The ideal solution for telco cloud connectivity is a hybrid WAN service that combines the qualities of software-defined overlay services and managed underlay transport services — without inheriting the shortfalls of each. It is a service that maintains the functional decoupling between IP overlay and underlay network services, but permits the coordination of routing and transport policies between layers. Management and control extend end-to-end: from connected clients in the access network, to distributed virtual network functions (VNFs) in the multi-service cloud edge, and VNFs in centralized telco cloud data centers and potentially even the public internet cloud.

Summary

SDN controllers bring value to existing core networks and introduce new ways to differentiate flow-handling and traffic distribution. They will help an operator to steer flows through most optimal paths and provide a competitive service offering for best-effort and premium traffic, as well as for any other type of traffic in between.
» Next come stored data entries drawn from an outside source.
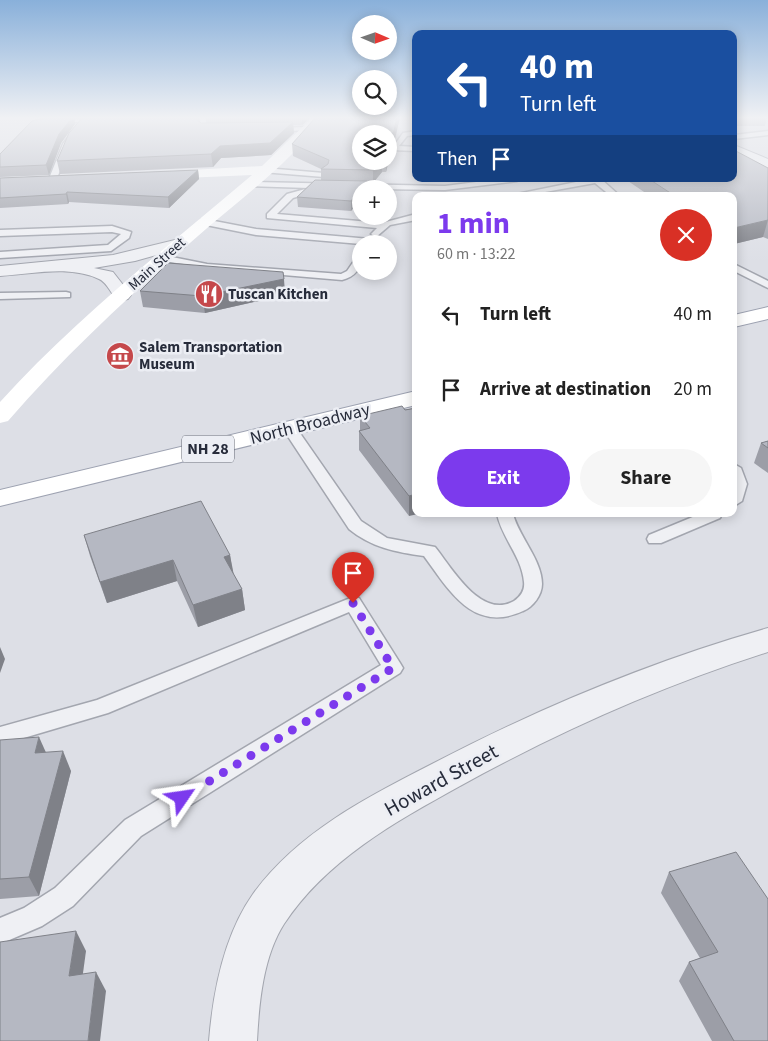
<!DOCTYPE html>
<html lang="en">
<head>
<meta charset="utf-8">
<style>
  :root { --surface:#fff; --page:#f6f6f6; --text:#222; --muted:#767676; --accent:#7c3aed }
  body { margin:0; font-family:"Source Sans 3",sans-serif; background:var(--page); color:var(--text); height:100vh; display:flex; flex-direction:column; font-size:19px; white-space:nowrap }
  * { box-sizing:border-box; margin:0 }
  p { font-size:16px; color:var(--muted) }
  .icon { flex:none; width:28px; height:28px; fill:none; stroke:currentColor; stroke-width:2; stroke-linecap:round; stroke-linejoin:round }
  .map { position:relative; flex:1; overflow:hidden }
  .sheet { position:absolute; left:412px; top:192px; width:325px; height:325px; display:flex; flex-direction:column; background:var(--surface); border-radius:10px; box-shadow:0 2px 12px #0003 }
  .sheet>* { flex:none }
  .hud { position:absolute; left:412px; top:30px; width:325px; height:152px; border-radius:10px; box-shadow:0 2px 12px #0003; background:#1a4fa0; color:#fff; overflow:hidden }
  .needle { width:32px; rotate:92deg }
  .buttons { position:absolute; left:352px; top:15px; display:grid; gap:10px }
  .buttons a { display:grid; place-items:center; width:45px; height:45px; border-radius:50%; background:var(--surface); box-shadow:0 2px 12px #0003; font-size:25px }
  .pin { position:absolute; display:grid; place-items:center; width:42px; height:42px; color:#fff; margin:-51px -21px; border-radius:50% 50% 50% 0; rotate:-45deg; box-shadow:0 0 5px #0007 }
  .pin .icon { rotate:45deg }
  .me { position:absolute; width:55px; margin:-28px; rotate:58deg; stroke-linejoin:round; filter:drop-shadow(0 0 4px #0008) }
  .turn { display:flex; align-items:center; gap:18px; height:105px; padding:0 25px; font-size:22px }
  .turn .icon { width:65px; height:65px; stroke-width:2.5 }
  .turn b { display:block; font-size:35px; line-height:42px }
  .then { display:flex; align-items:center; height:48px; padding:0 25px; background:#0003; gap:10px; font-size:19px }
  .round { display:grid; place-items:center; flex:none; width:52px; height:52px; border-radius:26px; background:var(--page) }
  .head { display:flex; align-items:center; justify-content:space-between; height:85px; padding:0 25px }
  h1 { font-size:30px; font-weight:700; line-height:38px; color:var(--accent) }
  .action { display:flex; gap:10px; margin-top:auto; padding:10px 25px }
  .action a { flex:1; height:58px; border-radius:30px; background:var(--accent); color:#fff; font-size:20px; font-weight:700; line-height:58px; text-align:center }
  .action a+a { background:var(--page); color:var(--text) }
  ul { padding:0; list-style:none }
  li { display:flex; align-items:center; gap:15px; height:75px; padding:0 25px }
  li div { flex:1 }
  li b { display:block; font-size:19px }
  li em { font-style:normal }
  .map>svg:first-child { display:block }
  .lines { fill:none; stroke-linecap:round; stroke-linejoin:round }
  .service-casing { stroke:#a3a6af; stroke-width:3 }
  .minor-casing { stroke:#a3a6af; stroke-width:2 }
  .primary-casing { stroke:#9da2b1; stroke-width:2 }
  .service { fill:#eff0f4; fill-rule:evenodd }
  .minor { fill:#eff0f4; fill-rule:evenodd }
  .secondary { fill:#fff; fill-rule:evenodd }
  .primary { fill:#fff; fill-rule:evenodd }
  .wall { fill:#9c9ea7; fill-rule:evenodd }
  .shaded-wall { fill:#7f8188 }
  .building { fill:#b5b8c2; stroke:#7f8188 }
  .route { stroke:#7c3aed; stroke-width:9; stroke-dasharray:0 16.2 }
  .labels { text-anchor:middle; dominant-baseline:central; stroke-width:5; stroke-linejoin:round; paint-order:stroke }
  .far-street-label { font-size:15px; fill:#272c3b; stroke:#eceef4 }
  .far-poi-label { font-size:15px; font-weight:bold; fill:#272c3b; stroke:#eceef4; text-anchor:start }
  .shield { fill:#eceef4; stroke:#626672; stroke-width:1 }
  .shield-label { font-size:16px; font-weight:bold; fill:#272c3b }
  .street-label { font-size:18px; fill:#272c3b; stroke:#eceef4 }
  .near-street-label { font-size:21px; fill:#272c3b; stroke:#eceef4 }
</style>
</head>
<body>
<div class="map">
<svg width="768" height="1041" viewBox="0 0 768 1041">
  <rect width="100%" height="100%" fill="#dddfe6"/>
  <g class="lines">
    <defs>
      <g id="service">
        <polygon points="200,117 206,117 206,129 215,128 217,131 200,132"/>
        <polygon points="50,118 86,120 70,144 56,181 52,183 48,181 63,144 80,122 52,121"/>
        <polygon points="307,127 309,130 272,132 269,130 272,128"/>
        <polygon points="416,131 416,135 407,136 399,146 416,147 416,151 391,150 403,133"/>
        <polygon points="768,131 768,135 734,139 734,135"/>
        <polygon points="265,168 324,173 328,175 324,177 262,172 262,168"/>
        <polygon points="500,179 521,179 517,181 445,190 311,188 314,190 313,192 293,198 277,214 382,223 416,214 416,220 390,225 376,237 371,234 377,228 267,218 267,214 287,194 309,188 249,186 245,184 249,182 445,186"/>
        <polygon points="591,179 601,179 620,196 611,196 595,183 523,196 507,196"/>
        <polygon points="204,219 256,229 370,239 375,242 361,244 256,235 201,224 201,220"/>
        <polygon points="112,226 131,232 129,238 111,251 0,258 0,252 108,245 121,234 112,232 0,236 0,230"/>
        <path d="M 361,254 C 362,268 356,276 342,280 L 211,269 L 187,272 L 182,269 L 191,265 L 162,261 L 157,258 L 162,255 L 207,264 L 341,274 L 347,271 L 358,255 Z"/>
        <polygon points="734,264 768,281 768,288 734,271"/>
        <polygon points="66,292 70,293 70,297 0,299 0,293"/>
        <path d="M 290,425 L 295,426 L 361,521 L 387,538 L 435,547 C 452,568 481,620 514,601 C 521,596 525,590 524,582 C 522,557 502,538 497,514 L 513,514 C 519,537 542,560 542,584 C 542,595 533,607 523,611 C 473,634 449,590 424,556 C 395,552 371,547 349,529 L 283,429 Z"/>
        <polygon points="734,464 741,468 747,484 742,501 734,506"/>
        <polygon points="700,514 722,514 720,518 661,543 649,543 647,539 649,535"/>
        <polygon points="353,597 359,598 400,663 403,668 400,673 141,836 73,906 42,926 0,944 0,918 24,908 55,888 125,820 381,665 349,612 108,713 0,745 0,727 97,700"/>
      </g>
      <g id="minor">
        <polygon points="734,145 768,159 768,168 734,153"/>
        <path d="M 179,239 L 185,241 L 187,244 L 185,247 L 135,261 L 94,268 L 113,272 L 131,295 L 128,299 C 110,303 112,285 99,279 C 69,265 33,274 0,276 L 0,266 L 113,255 Z"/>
        <path d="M 768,628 L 768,652 C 661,686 558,732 460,786 C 395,822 326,860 284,924 C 263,957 259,1003 257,1041 L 209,1041 C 213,992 224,935 253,894 C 297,833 367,797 432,764 C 539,708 652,661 768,628 Z"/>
      </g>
      <g id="primary">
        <polygon points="768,307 768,319 734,327 734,315"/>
        <polygon points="416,391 416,405 0,506 0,490"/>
      </g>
    </defs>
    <use href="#service" class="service-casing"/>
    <use href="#minor" class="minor-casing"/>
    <use href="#primary" class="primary-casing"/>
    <use href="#service" class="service"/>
    <use href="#minor" class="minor"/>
    <path class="secondary" d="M 313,117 L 324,117 C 291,163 240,199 198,236 C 131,294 66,354 8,421 L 0,423 L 0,402 C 76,318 166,248 252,175 L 161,179 L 156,178 L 154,175 L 156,172 L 262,166 Z"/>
    <use href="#primary" class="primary"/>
  </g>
  <g class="wall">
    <polygon points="50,117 199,117 198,121 201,123 207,123 207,117 311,117 302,125 293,125 294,133 271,155 221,158 213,167 60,174 57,161 81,118 74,117 75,124 61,143 49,175 0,177 0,154"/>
    <path d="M 316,117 L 400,117 L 394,143 L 391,147 L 391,152 L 386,172 L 382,172 L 373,183 L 367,183 L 367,189 L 361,189 L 361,198 L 351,211 L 298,207 L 297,197 L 315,180 L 321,180 L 321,169 L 293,156 L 292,144 ZM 361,134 L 389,134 L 389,161 L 361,161 Z"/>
    <polygon points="734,117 767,117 765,126 734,126"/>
    <polygon points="768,168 768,239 763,237 734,244 734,196 650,196 625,179 734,179"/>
    <polygon points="198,170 199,179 169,208 69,202 68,204 0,208 0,178"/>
    <polygon points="283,272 285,295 205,313 143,307 140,291"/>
    <polygon points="416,408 409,516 359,450 359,431 360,430 360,416"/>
    <polygon points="768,441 768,473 754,463 761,443"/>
    <polygon points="84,535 230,555 233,574 242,589 245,610 198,627 177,581 107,603 90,556"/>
    <polygon points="0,740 45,752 71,771 39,896 0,899"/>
    <polygon points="669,872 768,899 768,1041 712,1041 679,981 689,962 700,958 661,893"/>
  </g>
  <g class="shaded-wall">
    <polygon points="73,117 74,117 75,124 61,143 49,175 46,165 59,134"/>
    <polygon points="196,117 199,117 197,131 196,119"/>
    <polygon points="301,117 311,117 302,125"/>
    <polygon points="397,117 400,117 394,143 391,147 391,152 386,172 386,161 389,161 389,138"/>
    <polygon points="293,122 294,133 271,155 221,158 213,167 211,154 220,146"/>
    <polygon points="380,161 382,161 382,172 373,183 373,170"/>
    <polygon points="198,170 199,179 169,208 168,197"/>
    <polygon points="367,181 367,189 361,189 361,198 351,211 351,201"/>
    <polygon points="67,192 69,202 68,204 66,194"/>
    <polygon points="768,220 763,237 734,244 734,228"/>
    <polygon points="284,279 285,295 205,313 202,296"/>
    <polygon points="416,494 416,514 418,514 409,516 409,496"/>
    <polygon points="230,555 234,576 224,557"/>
    <polygon points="173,560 177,581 107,603 100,582"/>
    <polygon points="242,589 245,610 198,627 193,605"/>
    <polygon points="0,647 5,659 0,673"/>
    <polygon points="39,737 48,757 35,753"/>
    <polygon points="63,751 71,771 39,896 29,877"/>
    <polygon points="76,931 86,951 80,995 69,976"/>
    <polygon points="96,972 106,991 100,1041 88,1041"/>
  </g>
  <g class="building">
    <polygon points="50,117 73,117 59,134 46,165 0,167 0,154 32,121"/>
    <polygon points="83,117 196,117 196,119 201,123 293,122 270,143 220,146 211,154 57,161 69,133"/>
    <polygon points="316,117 397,117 394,131 389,138 391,140 389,150 389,134 361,134 361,161 380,161 373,170 321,169 328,164 329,160 292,144"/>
    <polygon points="734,150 768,168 768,220 734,228 734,196 675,196 649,179 734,179"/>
    <polygon points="198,170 168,197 67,192 66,194 0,198 0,178"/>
    <polygon points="315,180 367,181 351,201 297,197"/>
    <polygon points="168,263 283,272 284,279 202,296 140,291"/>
    <polygon points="402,406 405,410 416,408 416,494 409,496 359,431 370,428 360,416"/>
    <polygon points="768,441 768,448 761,443"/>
    <polygon points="201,501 230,555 224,557 242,589 193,605 173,560 100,582 84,535"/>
    <polygon points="39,737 35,753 63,751 29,877 0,879 0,740"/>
    <polygon points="736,852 768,899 768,1041 734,1041 689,962 718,952 669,872"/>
    <polygon points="76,931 69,976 96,972 88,1041 0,1041 0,942"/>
  </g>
  <linearGradient id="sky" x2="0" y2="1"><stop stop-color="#89b0da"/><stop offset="0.45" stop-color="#f0f1f4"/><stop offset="1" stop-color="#f0f1f4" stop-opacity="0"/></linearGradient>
  <rect width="768" height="262" fill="url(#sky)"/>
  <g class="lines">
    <polyline class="route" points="182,798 393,668 353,603"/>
  </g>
  <defs>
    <symbol id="restaurant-disc" viewBox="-11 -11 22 22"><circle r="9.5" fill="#c5484b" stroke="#eceef4"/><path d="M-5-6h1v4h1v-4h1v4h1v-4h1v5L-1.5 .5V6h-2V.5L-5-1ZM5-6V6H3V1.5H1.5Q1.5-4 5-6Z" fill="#fff"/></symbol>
    <symbol id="museum-disc" viewBox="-11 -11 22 22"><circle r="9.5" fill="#c5484b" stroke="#eceef4"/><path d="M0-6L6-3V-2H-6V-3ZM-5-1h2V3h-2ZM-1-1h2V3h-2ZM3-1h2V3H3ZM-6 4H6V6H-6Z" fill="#fff"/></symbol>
  </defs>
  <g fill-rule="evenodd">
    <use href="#restaurant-disc" x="193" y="278" width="32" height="32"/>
    <use href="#museum-disc" x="104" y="340" width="32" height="32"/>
  </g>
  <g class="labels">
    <g class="far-street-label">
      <text transform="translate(157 264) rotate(-42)">Main Street</text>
    </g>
    <g class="far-poi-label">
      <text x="228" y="294">Tuscan Kitchen</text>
      <text x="139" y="347">Salem Transportation<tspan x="139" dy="17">Museum</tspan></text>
    </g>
    <rect class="shield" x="182" y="435.5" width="52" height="27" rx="4"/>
    <g class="shield-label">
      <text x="208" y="449">NH 28</text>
    </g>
    <g class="street-label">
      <text transform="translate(310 424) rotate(-14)">North Broadway</text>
    </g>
    <g class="near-street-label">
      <text transform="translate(441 780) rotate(-29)">Howard Street</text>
    </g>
  </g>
</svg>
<div class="buttons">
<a><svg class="needle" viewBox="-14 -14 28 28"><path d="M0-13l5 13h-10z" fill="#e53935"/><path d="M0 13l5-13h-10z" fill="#767676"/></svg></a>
<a><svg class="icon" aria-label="search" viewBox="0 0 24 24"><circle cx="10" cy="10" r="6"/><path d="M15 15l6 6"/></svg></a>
<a><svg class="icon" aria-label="layers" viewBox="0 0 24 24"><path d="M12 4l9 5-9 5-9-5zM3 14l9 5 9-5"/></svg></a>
<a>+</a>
<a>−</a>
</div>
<div class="pin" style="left:353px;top:603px;background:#d93025"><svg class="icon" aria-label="arrive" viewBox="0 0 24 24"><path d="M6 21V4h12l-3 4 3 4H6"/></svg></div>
<svg class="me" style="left:182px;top:798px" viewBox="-20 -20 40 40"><path d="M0-17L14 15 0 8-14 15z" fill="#7c3aed" stroke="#fff" stroke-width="4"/></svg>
<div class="hud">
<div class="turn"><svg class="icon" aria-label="left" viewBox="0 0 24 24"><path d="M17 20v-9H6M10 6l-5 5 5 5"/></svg><div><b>40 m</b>Turn left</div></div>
<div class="then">Then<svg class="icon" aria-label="arrive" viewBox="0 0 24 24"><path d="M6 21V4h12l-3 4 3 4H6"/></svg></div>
</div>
<section class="sheet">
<div class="head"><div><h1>1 min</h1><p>60 m · 13:22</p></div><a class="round" style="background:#d93025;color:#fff"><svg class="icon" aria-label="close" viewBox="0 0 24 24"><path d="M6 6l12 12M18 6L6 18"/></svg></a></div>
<ul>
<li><svg class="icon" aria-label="left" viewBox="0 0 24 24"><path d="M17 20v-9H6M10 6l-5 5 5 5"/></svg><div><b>Turn left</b></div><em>40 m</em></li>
<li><svg class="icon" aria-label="arrive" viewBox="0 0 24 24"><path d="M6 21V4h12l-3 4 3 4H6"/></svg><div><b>Arrive at destination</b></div><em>20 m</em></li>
</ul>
<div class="action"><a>Exit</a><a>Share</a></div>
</section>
</div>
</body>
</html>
Looking ahead, platforms are in development that will harness the traffic distribution characteristics of SDN to enable telco-cloud automation or, in other words, cloud-optimized services with deterministic guarantees. They will enable agile and seamless connectivity for distributed network functions in telco edge and core data centers to support the many exciting but demanding applications and services that are coming.

Gunter Van De Velde is regional EMEA product line manager for IP & SDN technologies at Nokia. In this role, he is responsible for SDN, service chaining, and service provider routing. He has been founding Chairman of the Belgian IPv6 Task-Force since 2010, Secretary of the IETF Operational Directorate since 2013, and Chair at the IETF for the OPSEC (Operational Security) working group since 2011. Most recently, in 2018 he became Chair for the LSVR (Link State Vector Routing) working group.